# WORK REQUEST
Repeat every line of the material below exactly.

================================

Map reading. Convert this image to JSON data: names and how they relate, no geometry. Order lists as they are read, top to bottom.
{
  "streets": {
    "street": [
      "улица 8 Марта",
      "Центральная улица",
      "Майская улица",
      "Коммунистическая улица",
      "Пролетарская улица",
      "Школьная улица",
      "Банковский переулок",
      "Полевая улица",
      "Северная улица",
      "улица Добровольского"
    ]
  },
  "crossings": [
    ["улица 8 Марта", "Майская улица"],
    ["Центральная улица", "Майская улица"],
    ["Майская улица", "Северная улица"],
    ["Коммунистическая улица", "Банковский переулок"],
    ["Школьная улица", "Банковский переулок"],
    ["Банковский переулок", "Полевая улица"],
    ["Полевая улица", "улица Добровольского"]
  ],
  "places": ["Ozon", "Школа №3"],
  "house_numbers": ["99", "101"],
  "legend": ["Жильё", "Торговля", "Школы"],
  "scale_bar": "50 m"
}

================================

# THE COMPLETED TASK
Map reading. Convert this image to JSON data: names and how they relate, no geometry. Order lists as they are read, top to bottom.
{
  "streets": {
    "street": [
      "улица 8 Марта",
      "Центральная улица",
      "Майская улица",
      "Коммунистическая улица",
      "Пролетарская улица",
      "Школьная улица",
      "Банковский переулок",
      "Полевая улица",
      "Северная улица",
      "улица Добровольского"
    ]
  },
  "crossings": [
    ["улица 8 Марта", "Майская улица"],
    ["Центральная улица", "Майская улица"],
    ["Майская улица", "Северная улица"],
    ["Коммунистическая улица", "Банковский переулок"],
    ["Школьная улица", "Банковский переулок"],
    ["Банковский переулок", "Полевая улица"],
    ["Полевая улица", "улица Добровольского"]
  ],
  "places": ["Ozon", "Школа №3"],
  "house_numbers": ["99", "101"],
  "legend": ["Жильё", "Торговля", "Школы"],
  "scale_bar": "50 m"
}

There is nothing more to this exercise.